EXERCISE DETAILS :: Lines in which "Lane" appears should be pulled from the data below.

Collected data entries:
★ ★ ★ ★

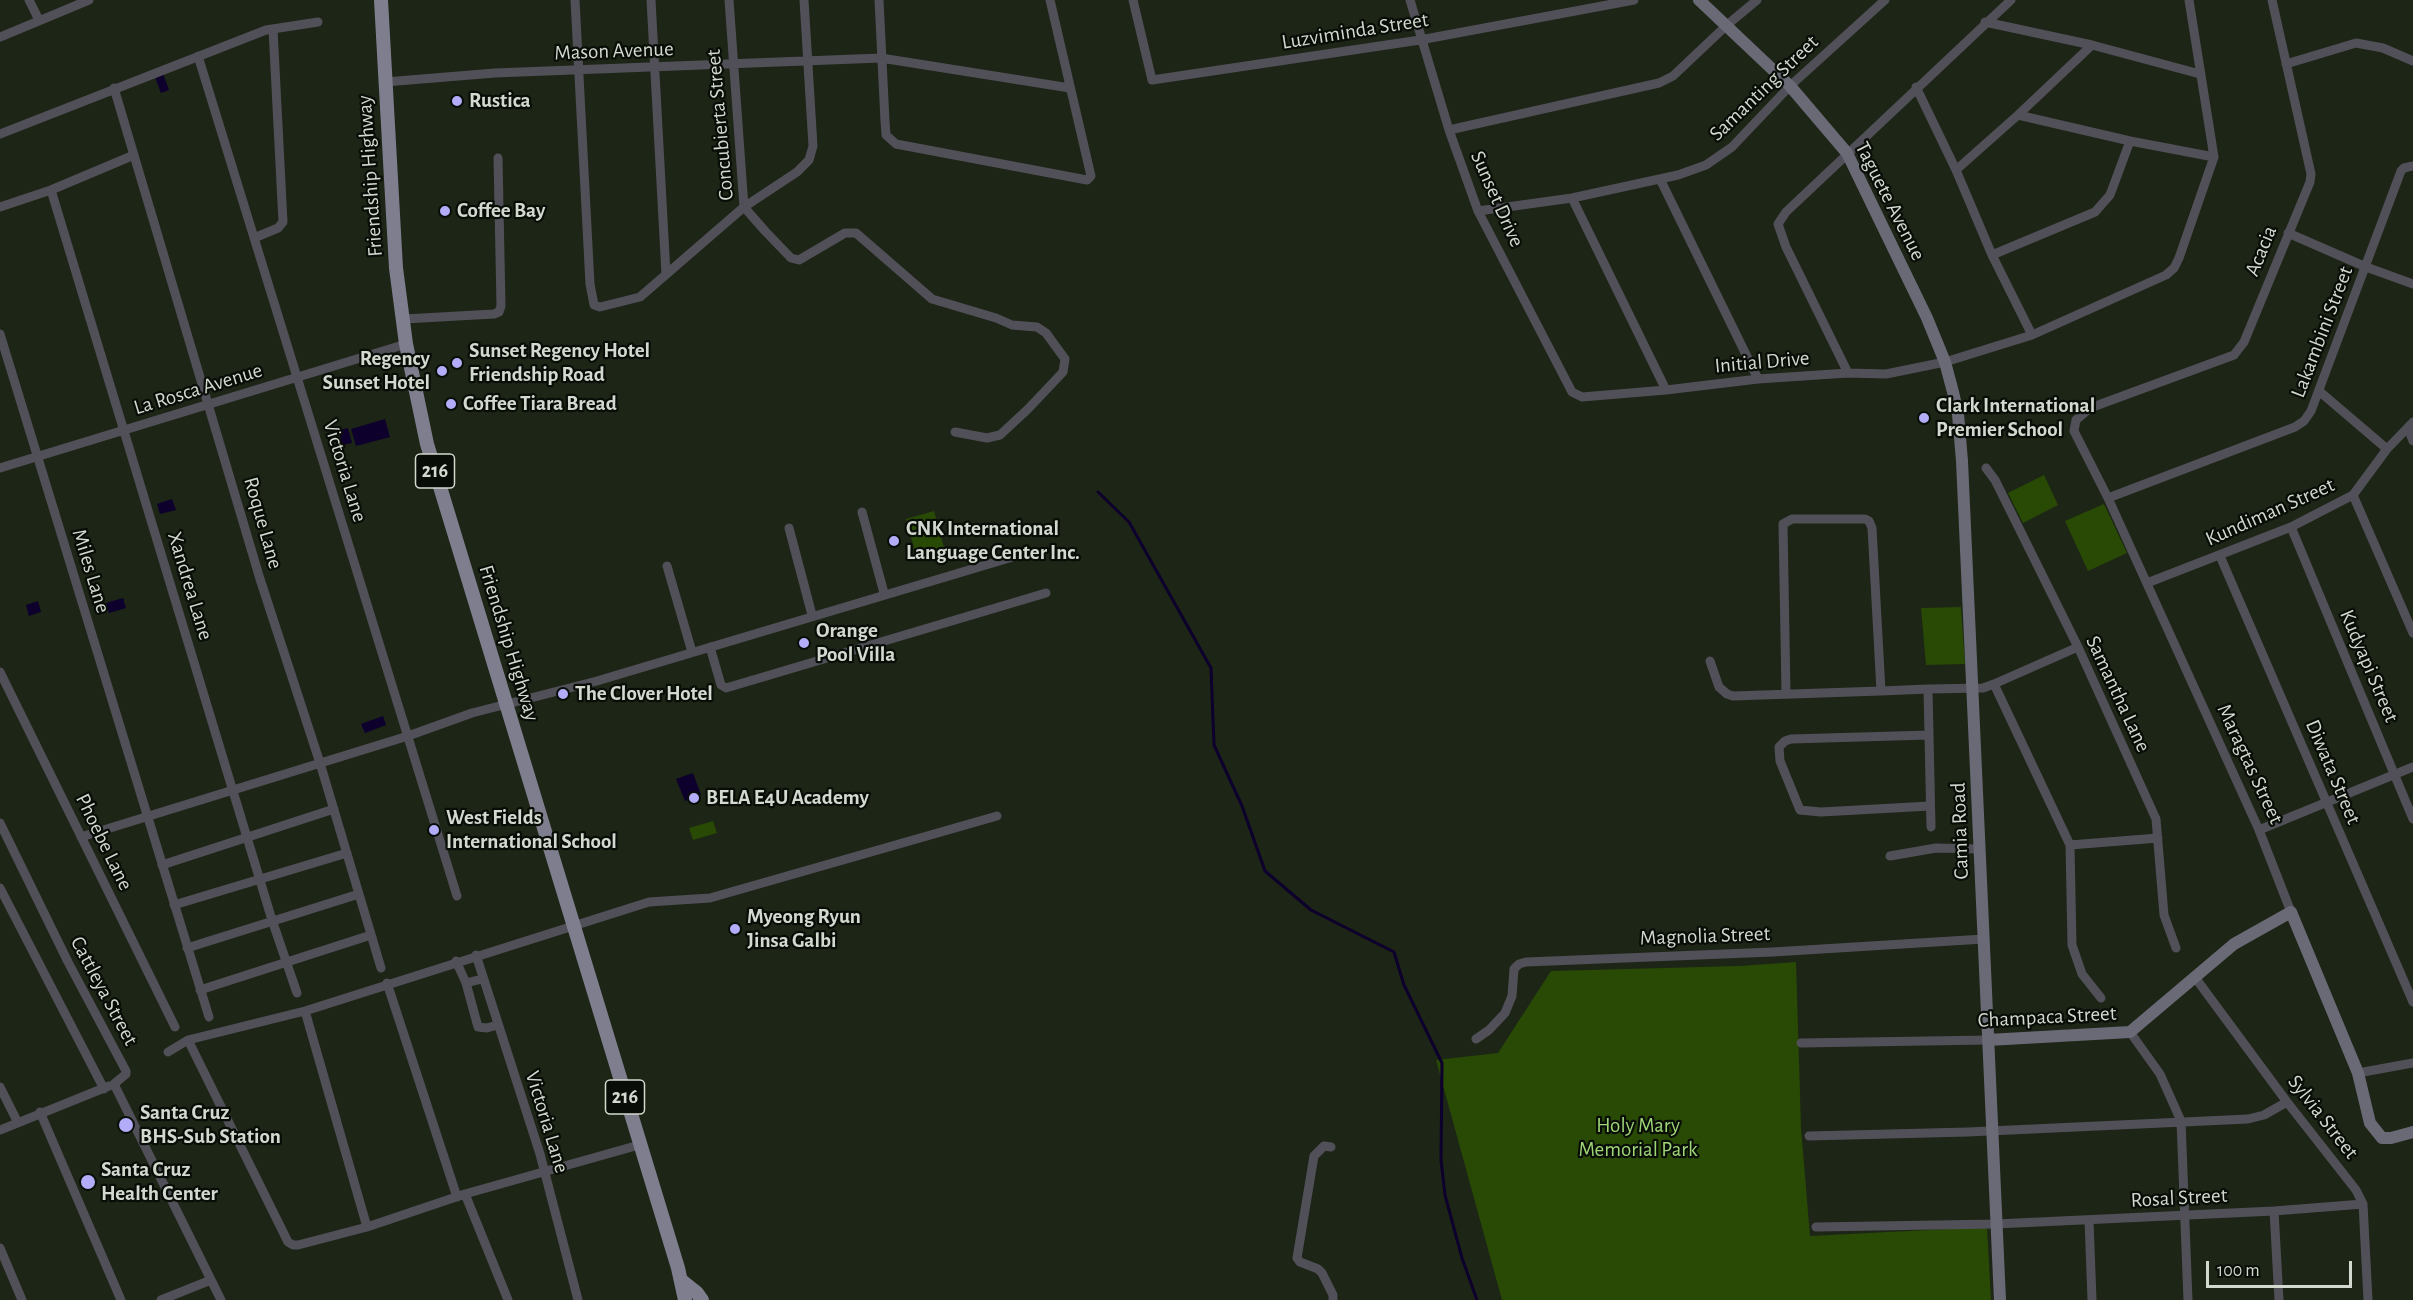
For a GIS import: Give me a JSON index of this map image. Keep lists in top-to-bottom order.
{
  "streets": {
    "main road": ["Friendship Highway", "216"],
    "street": [
      "Luzviminda Street",
      "Mason Avenue",
      "Samanting Street",
      "Concubierta Street",
      "Sunset Drive",
      "Taguete Avenue",
      "Acacia",
      "Lakambini Street",
      "Initial Drive",
      "La Rosca Avenue",
      "Victoria Lane",
      "Kundiman Street",
      "Roque Lane",
      "Miles Lane",
      "Xandrea Lane",
      "Kudyapi Street",
      "Samantha Lane",
      "Maragtas Street",
      "Diwata Street",
      "Camia Road",
      "Phoebe Lane",
      "Magnolia Street",
      "Cattleya Street",
      "Champaca Street",
      "Sylvia Street",
      "Rosal Street"
    ]
  },
  "crossings": [
    ["Luzviminda Street", "Sunset Drive"],
    ["Mason Avenue", "Concubierta Street"],
    ["Mason Avenue", "Friendship Highway"],
    ["Samanting Street", "Sunset Drive"],
    ["Samanting Street", "Taguete Avenue"],
    ["Friendship Highway", "La Rosca Avenue"],
    ["Sunset Drive", "Initial Drive"],
    ["Taguete Avenue", "Initial Drive"],
    ["Taguete Avenue", "Camia Road"],
    ["Acacia", "Maragtas Street"],
    ["Lakambini Street", "Maragtas Street"],
    ["Initial Drive", "Camia Road"],
    ["La Rosca Avenue", "Victoria Lane"],
    ["La Rosca Avenue", "Roque Lane"],
    ["La Rosca Avenue", "Miles Lane"],
    ["La Rosca Avenue", "Xandrea Lane"],
    ["Kundiman Street", "Kudyapi Street"],
    ["Kundiman Street", "Maragtas Street"],
    ["Kundiman Street", "Diwata Street"],
    ["Maragtas Street", "Champaca Street"],
    ["Camia Road", "Magnolia Street"],
    ["Camia Road", "Champaca Street"],
    ["Camia Road", "Rosal Street"],
    ["Champaca Street", "Sylvia Street"],
    ["Sylvia Street", "Rosal Street"]
  ],
  "parks": ["Holy Mary Memorial Park"],
  "places": [
    "Rustica",
    "Coffee Bay",
    "Sunset Regency Hotel Friendship Road",
    "Regency Sunset Hotel",
    "Coffee Tiara Bread",
    "Clark International Premier School",
    "CNK International Language Center Inc.",
    "Orange Pool Villa",
    "The Clover Hotel",
    "BELA E4U Academy",
    "West Fields International School",
    "Myeong Ryun Jinsa Galbi",
    "Santa Cruz BHS-Sub Station",
    "Santa Cruz Health Center"
  ],
  "scale_bar": "100 m"
}
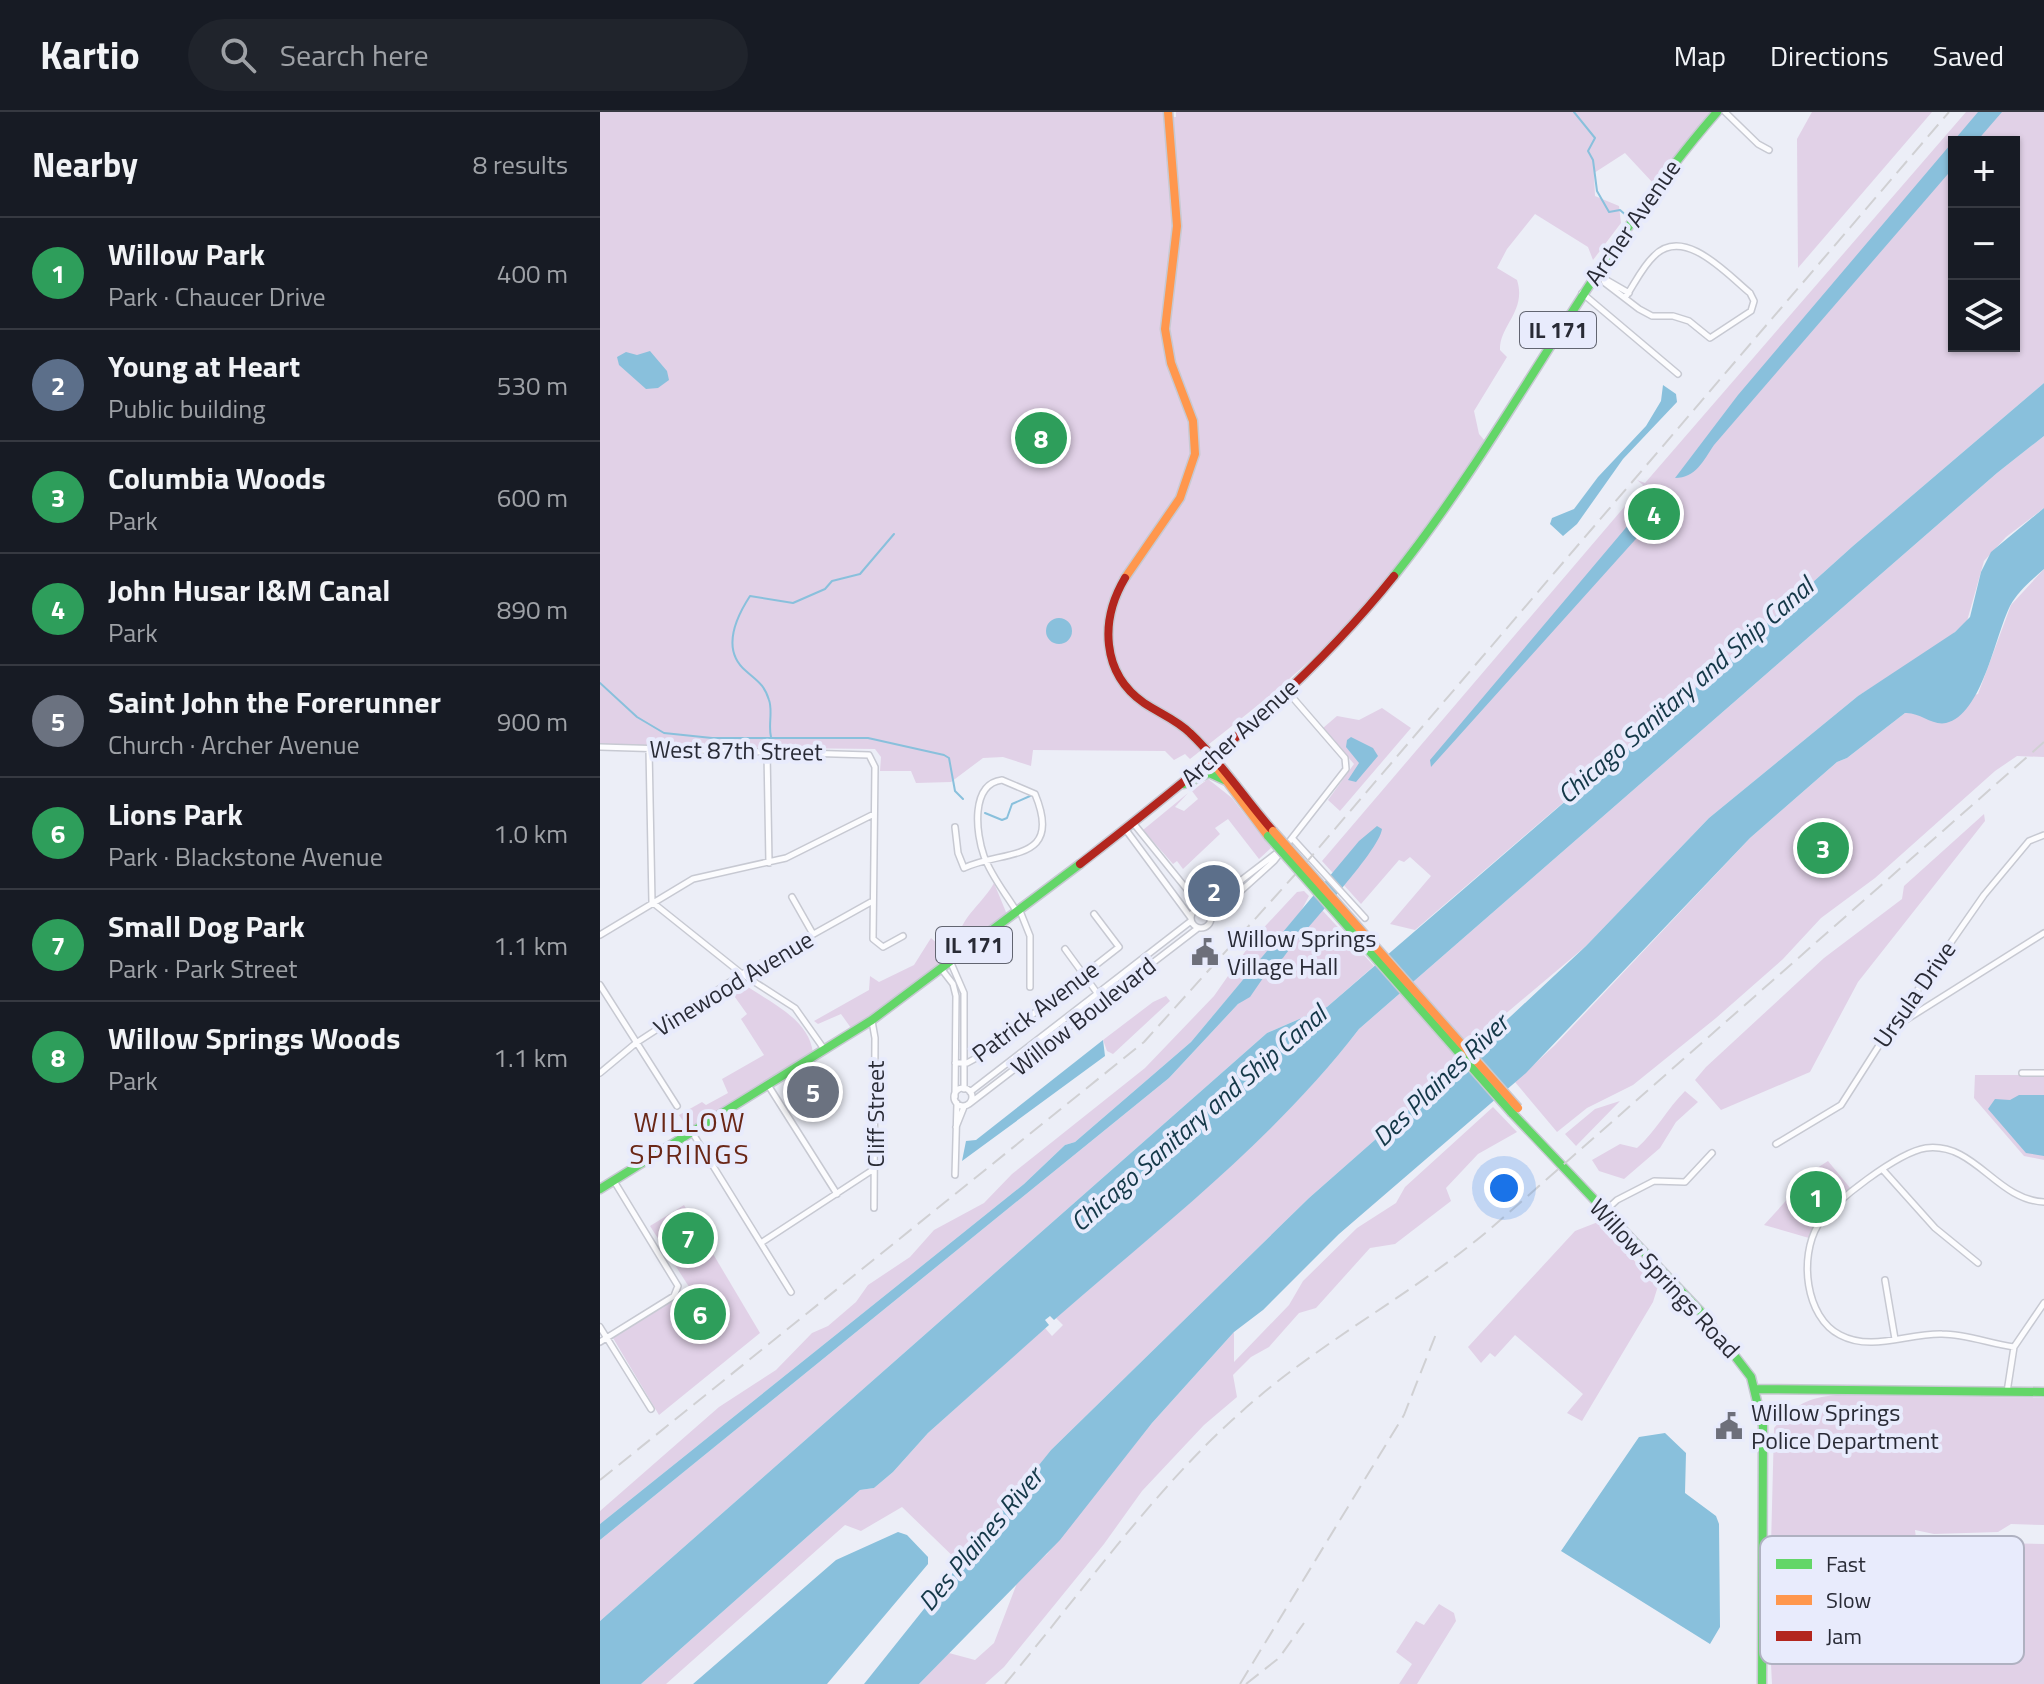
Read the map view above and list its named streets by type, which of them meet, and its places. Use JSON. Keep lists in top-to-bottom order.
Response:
{
  "streets": {
    "main road": ["Archer Avenue", "IL 171", "Willow Springs Road"],
    "street": [
      "West 87th Street",
      "Vinewood Avenue",
      "Ursula Drive",
      "Patrick Avenue",
      "Willow Boulevard",
      "Cliff Street"
    ]
  },
  "crossings": [
    ["Archer Avenue", "Cliff Street"],
    ["Archer Avenue", "Willow Springs Road"]
  ],
  "districts": ["WILLOW SPRINGS"],
  "water": ["Chicago Sanitary and Ship Canal", "Des Plaines River"],
  "places": {
    "public building": ["Willow Springs Village Hall", "Willow Springs Police Department"]
  },
  "legend": ["Fast", "Slow", "Jam"],
  "page": {
    "header": "Kartio",
    "search": "Search here",
    "nav": ["Map", "Directions", "Saved"],
    "heading": ["Nearby", "8 results"],
    "map_buttons": ["+", "−"],
    "list": [
      {
        "mark": "1",
        "name": "Willow Park",
        "note": "Park · Chaucer Drive",
        "value": "400 m"
      },
      {
        "mark": "2",
        "name": "Young at Heart",
        "note": "Public building",
        "value": "530 m"
      },
      {
        "mark": "3",
        "name": "Columbia Woods",
        "note": "Park",
        "value": "600 m"
      },
      {
        "mark": "4",
        "name": "John Husar I&M Canal",
        "note": "Park",
        "value": "890 m"
      },
      {
        "mark": "5",
        "name": "Saint John the Forerunner",
        "note": "Church · Archer Avenue",
        "value": "900 m"
      },
      {
        "mark": "6",
        "name": "Lions Park",
        "note": "Park · Blackstone Avenue",
        "value": "1.0 km"
      },
      {
        "mark": "7",
        "name": "Small Dog Park",
        "note": "Park · Park Street",
        "value": "1.1 km"
      },
      {
        "mark": "8",
        "name": "Willow Springs Woods",
        "note": "Park",
        "value": "1.1 km"
      }
    ],
    "pins": [
      "8",
      "4",
      "3",
      "2",
      "5",
      "1",
      "7",
      "6"
    ]
  }
}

★ ★ ★ ★

RESPONSE AREA ::
      "Victoria Lane",
      "Roque Lane",
      "Miles Lane",
      "Xandrea Lane",
      "Samantha Lane",
      "Phoebe Lane",
    ["La Rosca Avenue", "Victoria Lane"],
    ["La Rosca Avenue", "Roque Lane"],
    ["La Rosca Avenue", "Miles Lane"],
    ["La Rosca Avenue", "Xandrea Lane"],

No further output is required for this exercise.